Published : 8 Feb 2018 , Source : Arabian Business
Off-plan sales are driving the Abu Dhabi housing market as the emirate continues to feel the effects of diminished government spending and sluggish economic growth, according to a new report from international property company Chestertons MENA.
According to the report, off-plan sales activity remained high in Q4, with developers rolling out a number of incentives to attract buyers. The secondary housing market, however, saw a 2 percent decline in apartment sales prices and a 1 percent decline in villa prices, with GCC and Arab nationals dominating both markets.
“Throughout 2017, we saw the effects of a number of economic factors, including low oil prices, reduced government spending, increased stock in the secondary market, a rising cost-of-living and redundancies,” said Ivana Gazivoda Vucinic, head of consulting and research at Chesterstons MENA.
On average, apartment sale prices fell by 2 percent during Q4, with certain areas experiencing a more pronounced decline, such as Reem Island (5 percent), which Chestertons said is a reflection of waning demand.

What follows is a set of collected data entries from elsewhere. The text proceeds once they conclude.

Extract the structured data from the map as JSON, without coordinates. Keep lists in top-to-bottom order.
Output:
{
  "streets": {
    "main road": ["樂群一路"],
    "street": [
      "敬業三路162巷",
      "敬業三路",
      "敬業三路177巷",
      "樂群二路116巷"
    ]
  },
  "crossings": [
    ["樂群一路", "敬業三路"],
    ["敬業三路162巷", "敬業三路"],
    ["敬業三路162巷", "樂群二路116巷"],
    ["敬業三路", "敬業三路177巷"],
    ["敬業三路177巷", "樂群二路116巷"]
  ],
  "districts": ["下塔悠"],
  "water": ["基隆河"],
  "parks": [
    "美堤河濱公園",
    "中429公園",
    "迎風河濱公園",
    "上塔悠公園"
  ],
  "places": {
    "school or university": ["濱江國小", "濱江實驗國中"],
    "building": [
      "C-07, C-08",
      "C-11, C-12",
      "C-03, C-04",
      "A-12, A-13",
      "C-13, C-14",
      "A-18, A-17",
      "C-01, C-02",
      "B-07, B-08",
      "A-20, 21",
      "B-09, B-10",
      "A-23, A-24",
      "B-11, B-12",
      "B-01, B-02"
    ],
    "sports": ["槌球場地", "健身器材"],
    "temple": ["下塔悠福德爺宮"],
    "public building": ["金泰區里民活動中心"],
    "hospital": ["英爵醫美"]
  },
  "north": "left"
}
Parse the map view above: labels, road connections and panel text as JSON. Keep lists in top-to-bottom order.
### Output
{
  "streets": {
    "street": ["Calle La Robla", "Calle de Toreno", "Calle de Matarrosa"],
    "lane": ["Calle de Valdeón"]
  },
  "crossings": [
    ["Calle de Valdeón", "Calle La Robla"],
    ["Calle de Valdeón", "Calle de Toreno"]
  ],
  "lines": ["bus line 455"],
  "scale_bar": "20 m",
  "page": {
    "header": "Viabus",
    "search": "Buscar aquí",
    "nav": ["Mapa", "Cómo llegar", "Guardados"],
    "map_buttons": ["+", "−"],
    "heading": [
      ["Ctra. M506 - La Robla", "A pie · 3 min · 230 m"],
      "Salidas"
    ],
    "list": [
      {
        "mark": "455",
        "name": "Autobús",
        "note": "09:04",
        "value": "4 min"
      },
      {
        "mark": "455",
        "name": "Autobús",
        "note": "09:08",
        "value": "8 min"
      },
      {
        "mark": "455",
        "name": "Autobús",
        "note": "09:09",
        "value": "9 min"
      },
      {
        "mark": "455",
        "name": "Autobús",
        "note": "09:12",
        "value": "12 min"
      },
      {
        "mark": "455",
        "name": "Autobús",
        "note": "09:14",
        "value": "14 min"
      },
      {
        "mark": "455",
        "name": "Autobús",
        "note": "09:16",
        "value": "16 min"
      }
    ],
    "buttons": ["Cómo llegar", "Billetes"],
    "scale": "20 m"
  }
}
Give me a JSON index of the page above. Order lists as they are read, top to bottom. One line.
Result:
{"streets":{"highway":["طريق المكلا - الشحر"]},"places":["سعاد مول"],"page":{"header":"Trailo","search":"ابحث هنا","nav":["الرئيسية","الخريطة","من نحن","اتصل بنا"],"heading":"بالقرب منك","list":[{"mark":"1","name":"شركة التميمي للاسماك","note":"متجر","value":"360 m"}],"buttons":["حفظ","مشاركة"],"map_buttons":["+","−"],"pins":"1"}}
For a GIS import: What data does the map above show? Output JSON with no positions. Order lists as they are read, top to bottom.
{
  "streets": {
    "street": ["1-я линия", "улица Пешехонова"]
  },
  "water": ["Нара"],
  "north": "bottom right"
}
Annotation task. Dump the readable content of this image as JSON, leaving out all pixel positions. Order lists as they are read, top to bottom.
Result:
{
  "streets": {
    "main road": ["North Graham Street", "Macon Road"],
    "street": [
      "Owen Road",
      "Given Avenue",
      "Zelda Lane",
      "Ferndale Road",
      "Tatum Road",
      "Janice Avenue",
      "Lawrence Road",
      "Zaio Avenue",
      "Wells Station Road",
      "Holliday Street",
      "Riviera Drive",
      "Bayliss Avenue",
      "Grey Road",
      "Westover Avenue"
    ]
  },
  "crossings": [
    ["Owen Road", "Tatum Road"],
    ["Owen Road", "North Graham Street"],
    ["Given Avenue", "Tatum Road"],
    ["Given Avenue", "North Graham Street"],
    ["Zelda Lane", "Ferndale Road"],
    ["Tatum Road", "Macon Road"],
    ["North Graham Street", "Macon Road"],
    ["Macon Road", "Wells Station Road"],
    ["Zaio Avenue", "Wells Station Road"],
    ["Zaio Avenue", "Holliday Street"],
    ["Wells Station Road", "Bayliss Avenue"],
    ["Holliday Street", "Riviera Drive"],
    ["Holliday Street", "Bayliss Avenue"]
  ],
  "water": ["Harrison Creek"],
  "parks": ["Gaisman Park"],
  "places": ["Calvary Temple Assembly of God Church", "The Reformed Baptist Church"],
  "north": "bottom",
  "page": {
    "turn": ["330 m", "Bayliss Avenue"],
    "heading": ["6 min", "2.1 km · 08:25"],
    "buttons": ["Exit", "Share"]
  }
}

Saadiyat Island, on the other hand, registered the steepest increase – 5 percent – in apartment sales prices for a second consecutive quarter, partly fuelled by the inauguration of the Louvre Abu Dhabi. On average, prices increased rom AED 1,362 per square-foot to AED 1,430 per square foot on the island, while Reem Island prices fell from AED 1,362 per square foot to AED 1,242 per square foot.
Additionally, average villa sales prices fell by 1 percent in Q4, with the Al Raha Beach Area falling more than 4 percent from AED 1,348 per square foot to AED 1,282 per square foot.
Abu Dhabi’s rental market demonstrated similar trends, with an overall decline in rental prices of 2 percent and 1 percent for apartments and villas, respectively, echoing results from the previous quarter.
“Shrinking company housing allowances and excess rental supply exerted downward pressure on rental prices in the emirate,” Vucinic added. “Vacancies in some locations, such as Al Raha Beach, surged over the quarter as residents downsized their accommodation or moved to more affordable communities.”
Downsizing, however, was positive news for investors, with rents for one-bedroom apartments in Al Khalidiya rising by 7 percent.
In the villa market, Al Reef and Reem Island emerged as preferred locations. In Al Reef, for example, a typical three-bedroom villa could be rented for AED 120,000 a year, with preferential leasing terms for some residents.
In overall terms, the mix of high-performing areas changed in Q4, with Saadiyat Island being the best performing area in the apartment segment and Khalifa City showing positive trends in the villa segment. Mohammed bin Zayed City registered the highest increase in villa rents at almost 2 percent, bucking the wider market trend.
“There is a likelihood of positive economic sentiment emerging from ADNOC’s recent announcement to invest $109 billion in growth strategies,” Vucinic noted. “This plan could be the turning point for Abu Dhabi’s real estate sector as it could generate new jobs and therefore renewed demand for residential property.”